Impact on SMB sharing - what happens when Microsoft removes NTLM completely?

I’m a home user and although I’m a little late to reading the news on it, I’m just wondering what might be involved in future when Microsoft follows through and completely removes NTLM support from Windows clients.

I know TrueNAS supports Kerberos already, but it looks a lot more complex and IMO a bit intimidating for someone who has never touched Active Directory or similar systems before.

Are there plans for TrueNAS to make Kerberos more ‘turn key friendly’ for people with simple SMB file sharing needs like me?

If this is NTLM v1 that is turned off by default in Windows / TrueNAS, etc. then I say good riddance.

I maintain a SMB server with NTLM here just for my Sonos system since Sonos never upgraded the network stack beyond SMB1 despite being offered help by the official MS Samba team. So a pi hosts that content while my NAS uses SMB2+

You really do not want to enable SMB1 on your TrueNAS unless you are absolutely certain that no one in your home network may be doing something naughty.

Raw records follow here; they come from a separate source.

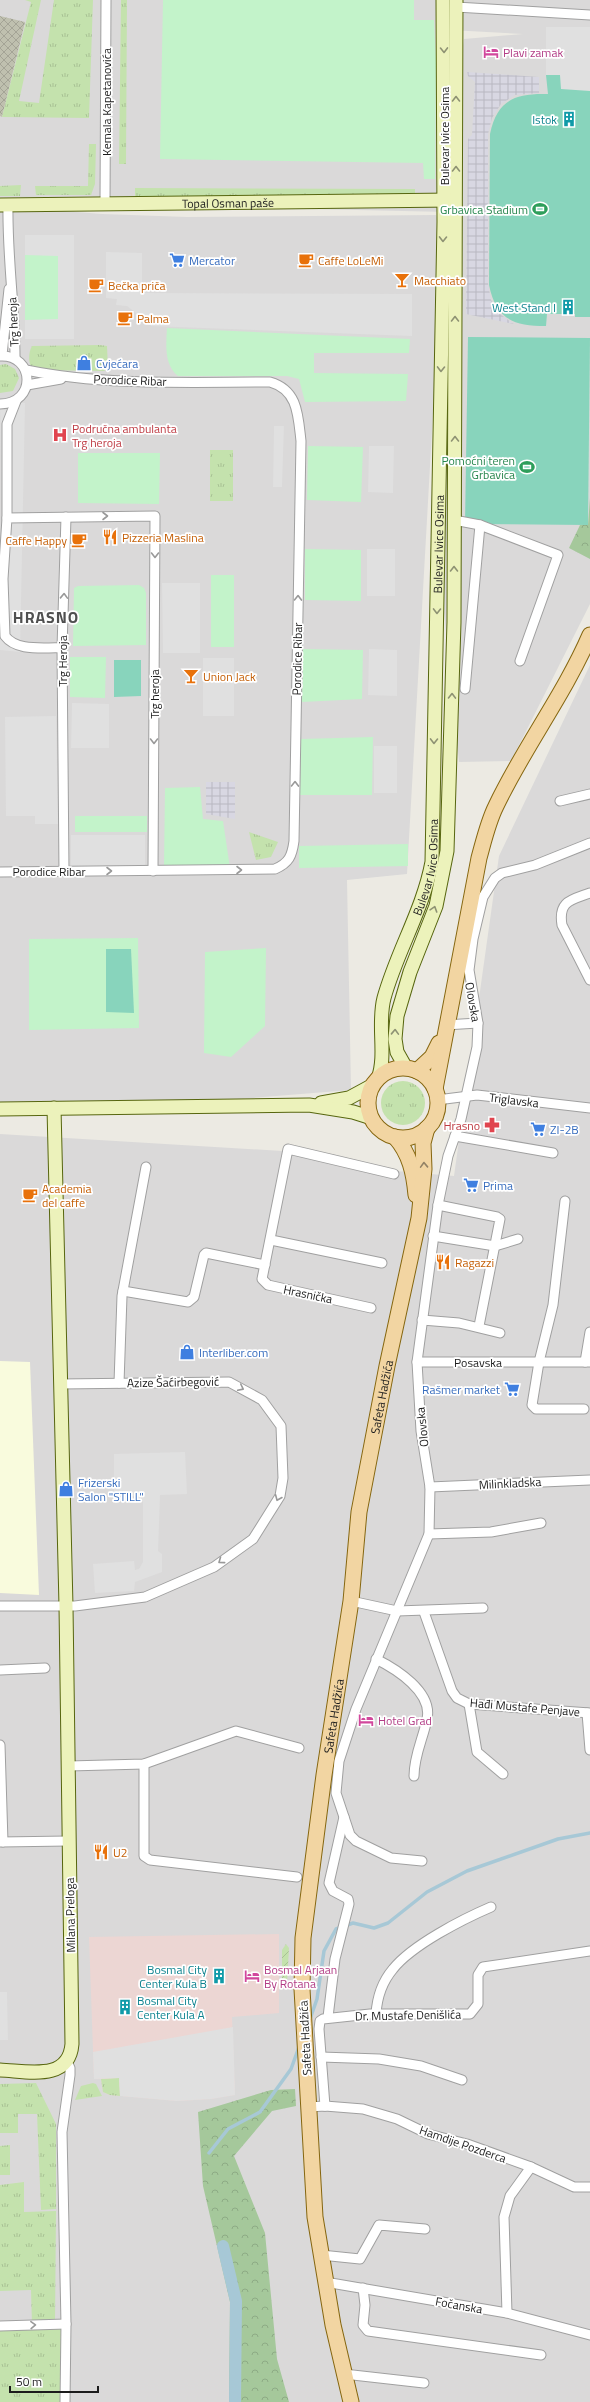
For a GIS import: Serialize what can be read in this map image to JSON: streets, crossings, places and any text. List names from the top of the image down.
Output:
{
  "streets": {
    "main road": [
      "Bulevar Ivice Osima",
      "Topal Osman paše",
      "Safeta Hadžića",
      "Milana Preloga"
    ],
    "street": [
      "Kemala Kapetanovića",
      "Trg heroja",
      "Porodice Ribar",
      "Trg Heroja",
      "Olovska",
      "Triglavska",
      "Hrasnička",
      "Posavska",
      "Azize Šaćirbegović",
      "Milinkladska",
      "Hađi Mustafe Penjave",
      "Dr. Mustafe Denišlića",
      "Hamdije Pozderca",
      "Fočanska"
    ]
  },
  "crossings": [
    ["Kemala Kapetanovića", "Topal Osman paše"],
    ["Bulevar Ivice Osima", "Topal Osman paše"],
    ["Bulevar Ivice Osima", "Triglavska"],
    ["Bulevar Ivice Osima", "Safeta Hadžića"],
    ["Topal Osman paše", "Trg heroja"],
    ["Trg heroja", "Porodice Ribar"],
    ["Trg heroja", "Trg Heroja"],
    ["Porodice Ribar", "Trg Heroja"],
    ["Olovska", "Triglavska"],
    ["Olovska", "Posavska"],
    ["Olovska", "Safeta Hadžića"],
    ["Olovska", "Milinkladska"],
    ["Triglavska", "Safeta Hadžića"],
    ["Azize Šaćirbegović", "Milana Preloga"],
    ["Safeta Hadžića", "Hamdije Pozderca"],
    ["Safeta Hadžića", "Fočanska"]
  ],
  "one_way": ["Trg heroja", "Trg Heroja"],
  "districts": ["HRASNO"],
  "places": {
    "hotel": ["Plavi zamak", "Hotel Grad", "Bosmal Arjaan By Rotana"],
    "building": [
      "Istok",
      "West Stand I",
      "Bosmal City Center Kula B",
      "Bosmal City Center Kula A"
    ],
    "sports": ["Grbavica Stadium", "Pomoćni teren Grbavica"],
    "supermarket": [
      "Mercator",
      "ZI-2B",
      "Prima",
      "Rašmer market"
    ],
    "cafe": [
      "Caffe LoLeMi",
      "Bečka priča",
      "Palma",
      "Caffe Happy",
      "Academia del caffe"
    ],
    "bar": ["Macchiato", "Union Jack"],
    "shop": ["Cvjećara", "Interliber.com", "Frizerski Salon \"STILL\""],
    "hospital": ["Područna ambulanta Trg heroja"],
    "restaurant": ["Pizzeria Maslina", "Ragazzi", "U2"],
    "pharmacy": ["Hrasno"]
  },
  "scale_bar": "50 m"
}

Since NTLM / SMB1 are global settings, enabling them will weaken the security of every SMB share on your NAS.

I would not do that if you care about your data.

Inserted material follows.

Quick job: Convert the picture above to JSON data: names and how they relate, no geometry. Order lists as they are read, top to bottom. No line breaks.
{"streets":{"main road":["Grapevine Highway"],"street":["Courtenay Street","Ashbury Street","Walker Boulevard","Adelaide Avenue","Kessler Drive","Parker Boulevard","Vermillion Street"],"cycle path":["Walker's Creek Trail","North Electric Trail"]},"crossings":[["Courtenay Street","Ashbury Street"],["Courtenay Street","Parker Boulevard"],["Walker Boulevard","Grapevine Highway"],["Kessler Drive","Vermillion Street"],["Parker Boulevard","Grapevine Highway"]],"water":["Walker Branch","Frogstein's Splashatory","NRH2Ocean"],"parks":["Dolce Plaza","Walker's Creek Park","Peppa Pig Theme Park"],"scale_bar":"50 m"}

I use NTLM v2 and the minimum SMB level on my network is SMB2, although all the devices I care about can use SMB3.

NTLM in its entirety (v1 and v2) has been officially deprecated.

All versions of NTLM, including LANMAN, NTLMv1, and NTLMv2, are no longer under active feature development and are deprecated. Use of NTLM will continue to work in the next release of Windows Server and the next annual release of Windows.

Calls to NTLM should be replaced by calls to Negotiate, which will try to authenticate with Kerberos and only fall back to NTLM when necessary.

After reading a bit more, it looks like NTLM will still be available as a fallback when Negotiate/Kerberos isn’t available, but who knows how long the fallback feature will remain.

It’s not like the writing hasn’t been on the wall for a very long time. The only reason that NTLM v1 was not banned a long time ago was all the IOT and like devices implementing a minimal SMB stack.

While iXsystems has NTLM V1 / SMB1 turned off by default, it can be enabled - likely to satisfy that itch despite the known issues.

MS transitioned two decades ago to Kerberos and the servers will still allow NTLM for the time being as a fallback despite all the documented relay attack issues.

It is entirely likely that some NTLM-dependent cruft is still floating around enterprises and government installations but I’d hope it would be minimal by now.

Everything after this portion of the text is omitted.